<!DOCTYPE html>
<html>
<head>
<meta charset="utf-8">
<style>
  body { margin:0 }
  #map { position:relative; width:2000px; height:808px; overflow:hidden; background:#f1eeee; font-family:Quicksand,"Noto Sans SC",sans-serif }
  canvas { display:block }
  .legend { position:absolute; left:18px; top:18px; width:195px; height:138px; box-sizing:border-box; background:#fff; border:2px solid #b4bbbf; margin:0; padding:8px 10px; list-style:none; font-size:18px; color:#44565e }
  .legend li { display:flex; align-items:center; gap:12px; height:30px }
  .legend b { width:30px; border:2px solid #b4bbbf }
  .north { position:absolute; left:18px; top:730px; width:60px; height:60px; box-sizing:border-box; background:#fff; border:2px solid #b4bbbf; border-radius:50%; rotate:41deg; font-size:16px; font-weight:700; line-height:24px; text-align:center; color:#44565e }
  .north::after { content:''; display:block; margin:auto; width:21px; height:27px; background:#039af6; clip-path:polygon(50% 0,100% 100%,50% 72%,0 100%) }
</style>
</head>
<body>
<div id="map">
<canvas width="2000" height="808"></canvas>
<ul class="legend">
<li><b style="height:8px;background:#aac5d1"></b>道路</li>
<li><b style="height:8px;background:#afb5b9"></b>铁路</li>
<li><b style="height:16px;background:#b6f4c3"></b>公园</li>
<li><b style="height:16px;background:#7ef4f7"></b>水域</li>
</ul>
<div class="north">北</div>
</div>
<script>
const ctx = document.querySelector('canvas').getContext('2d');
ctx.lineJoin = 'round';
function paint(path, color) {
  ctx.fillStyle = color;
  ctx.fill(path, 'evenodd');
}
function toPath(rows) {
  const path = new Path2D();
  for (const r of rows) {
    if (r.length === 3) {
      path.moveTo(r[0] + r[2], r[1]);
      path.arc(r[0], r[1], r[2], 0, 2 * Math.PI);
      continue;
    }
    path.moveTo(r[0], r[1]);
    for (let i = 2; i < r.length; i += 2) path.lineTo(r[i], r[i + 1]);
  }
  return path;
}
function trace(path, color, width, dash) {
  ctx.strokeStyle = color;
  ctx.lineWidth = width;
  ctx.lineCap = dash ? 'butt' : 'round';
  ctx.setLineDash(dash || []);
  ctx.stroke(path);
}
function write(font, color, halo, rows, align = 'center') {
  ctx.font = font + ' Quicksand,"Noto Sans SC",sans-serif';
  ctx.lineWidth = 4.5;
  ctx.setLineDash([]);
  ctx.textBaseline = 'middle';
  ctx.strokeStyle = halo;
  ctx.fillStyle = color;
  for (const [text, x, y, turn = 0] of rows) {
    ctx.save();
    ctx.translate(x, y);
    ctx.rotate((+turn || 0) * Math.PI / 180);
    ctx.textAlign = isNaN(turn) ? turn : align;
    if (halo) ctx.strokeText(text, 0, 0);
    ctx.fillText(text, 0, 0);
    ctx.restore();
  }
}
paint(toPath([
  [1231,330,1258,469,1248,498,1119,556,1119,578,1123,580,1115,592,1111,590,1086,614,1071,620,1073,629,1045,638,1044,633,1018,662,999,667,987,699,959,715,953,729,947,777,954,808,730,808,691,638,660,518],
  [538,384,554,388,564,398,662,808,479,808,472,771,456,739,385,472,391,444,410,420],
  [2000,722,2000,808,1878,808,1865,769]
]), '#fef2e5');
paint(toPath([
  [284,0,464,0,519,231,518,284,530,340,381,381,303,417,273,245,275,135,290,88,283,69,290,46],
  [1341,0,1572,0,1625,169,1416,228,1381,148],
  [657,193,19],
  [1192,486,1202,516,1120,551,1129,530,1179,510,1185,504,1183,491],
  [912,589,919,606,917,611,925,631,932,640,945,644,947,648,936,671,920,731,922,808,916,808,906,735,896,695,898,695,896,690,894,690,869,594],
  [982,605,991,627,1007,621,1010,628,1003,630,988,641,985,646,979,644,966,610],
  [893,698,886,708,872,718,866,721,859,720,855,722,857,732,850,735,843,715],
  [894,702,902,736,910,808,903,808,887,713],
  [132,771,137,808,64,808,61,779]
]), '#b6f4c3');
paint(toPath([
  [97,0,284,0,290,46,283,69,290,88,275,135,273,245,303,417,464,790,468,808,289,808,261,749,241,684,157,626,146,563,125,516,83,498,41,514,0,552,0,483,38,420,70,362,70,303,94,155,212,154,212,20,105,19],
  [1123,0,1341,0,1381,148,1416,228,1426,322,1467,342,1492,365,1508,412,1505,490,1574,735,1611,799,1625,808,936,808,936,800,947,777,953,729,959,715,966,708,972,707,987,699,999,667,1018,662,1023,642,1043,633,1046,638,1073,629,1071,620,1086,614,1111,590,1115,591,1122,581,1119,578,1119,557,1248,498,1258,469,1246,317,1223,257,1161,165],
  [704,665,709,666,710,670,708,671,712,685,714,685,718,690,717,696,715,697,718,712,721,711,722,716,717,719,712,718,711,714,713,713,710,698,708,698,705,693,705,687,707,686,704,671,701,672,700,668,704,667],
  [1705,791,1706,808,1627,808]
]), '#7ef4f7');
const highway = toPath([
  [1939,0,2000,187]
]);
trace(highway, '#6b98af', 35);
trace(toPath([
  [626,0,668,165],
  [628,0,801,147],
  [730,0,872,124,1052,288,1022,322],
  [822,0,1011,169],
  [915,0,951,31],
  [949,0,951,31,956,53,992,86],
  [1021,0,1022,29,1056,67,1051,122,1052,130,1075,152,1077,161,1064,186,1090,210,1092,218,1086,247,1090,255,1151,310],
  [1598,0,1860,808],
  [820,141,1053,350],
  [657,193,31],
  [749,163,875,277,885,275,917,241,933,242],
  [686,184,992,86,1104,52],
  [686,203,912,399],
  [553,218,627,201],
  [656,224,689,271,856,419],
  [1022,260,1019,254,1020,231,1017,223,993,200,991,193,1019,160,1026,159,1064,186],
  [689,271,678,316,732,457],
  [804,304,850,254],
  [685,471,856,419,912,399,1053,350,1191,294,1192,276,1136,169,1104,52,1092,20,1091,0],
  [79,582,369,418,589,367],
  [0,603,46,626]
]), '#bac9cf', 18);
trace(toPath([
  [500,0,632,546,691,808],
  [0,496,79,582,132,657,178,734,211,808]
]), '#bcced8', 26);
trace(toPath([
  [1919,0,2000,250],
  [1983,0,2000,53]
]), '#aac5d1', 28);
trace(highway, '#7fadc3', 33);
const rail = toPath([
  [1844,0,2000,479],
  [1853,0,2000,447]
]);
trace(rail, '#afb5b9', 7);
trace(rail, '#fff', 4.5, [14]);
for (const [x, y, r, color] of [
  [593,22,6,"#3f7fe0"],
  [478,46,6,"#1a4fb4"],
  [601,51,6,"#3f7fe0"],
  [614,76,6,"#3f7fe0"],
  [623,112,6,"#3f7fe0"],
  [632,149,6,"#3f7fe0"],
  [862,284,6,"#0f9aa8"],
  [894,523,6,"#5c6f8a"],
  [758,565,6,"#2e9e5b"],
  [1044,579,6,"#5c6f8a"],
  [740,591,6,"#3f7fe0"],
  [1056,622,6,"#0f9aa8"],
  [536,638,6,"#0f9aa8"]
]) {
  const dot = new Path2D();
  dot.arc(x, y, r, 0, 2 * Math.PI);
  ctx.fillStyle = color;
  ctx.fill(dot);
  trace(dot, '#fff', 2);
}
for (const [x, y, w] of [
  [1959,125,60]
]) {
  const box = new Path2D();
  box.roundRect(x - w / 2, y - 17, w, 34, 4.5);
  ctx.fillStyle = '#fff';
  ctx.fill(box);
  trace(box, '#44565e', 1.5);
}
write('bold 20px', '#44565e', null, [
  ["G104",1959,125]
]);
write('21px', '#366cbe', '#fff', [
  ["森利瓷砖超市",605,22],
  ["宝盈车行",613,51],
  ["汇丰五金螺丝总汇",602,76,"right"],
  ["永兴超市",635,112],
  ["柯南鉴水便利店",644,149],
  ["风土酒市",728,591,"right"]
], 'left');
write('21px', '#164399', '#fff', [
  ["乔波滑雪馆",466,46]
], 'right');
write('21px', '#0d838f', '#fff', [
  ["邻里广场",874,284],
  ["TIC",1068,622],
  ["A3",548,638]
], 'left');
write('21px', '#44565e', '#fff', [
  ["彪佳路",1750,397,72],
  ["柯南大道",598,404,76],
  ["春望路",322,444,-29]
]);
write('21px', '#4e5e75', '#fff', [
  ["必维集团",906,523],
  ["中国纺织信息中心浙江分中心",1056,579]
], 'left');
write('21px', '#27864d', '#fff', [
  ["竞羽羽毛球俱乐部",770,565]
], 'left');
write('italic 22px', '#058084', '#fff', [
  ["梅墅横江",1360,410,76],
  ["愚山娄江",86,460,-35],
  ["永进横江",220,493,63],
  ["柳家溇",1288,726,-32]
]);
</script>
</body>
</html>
- - - - - - -
▶ Problem
Give the count, and only the count, of lines in these records that hold the string "halo".

▶ Answer box
3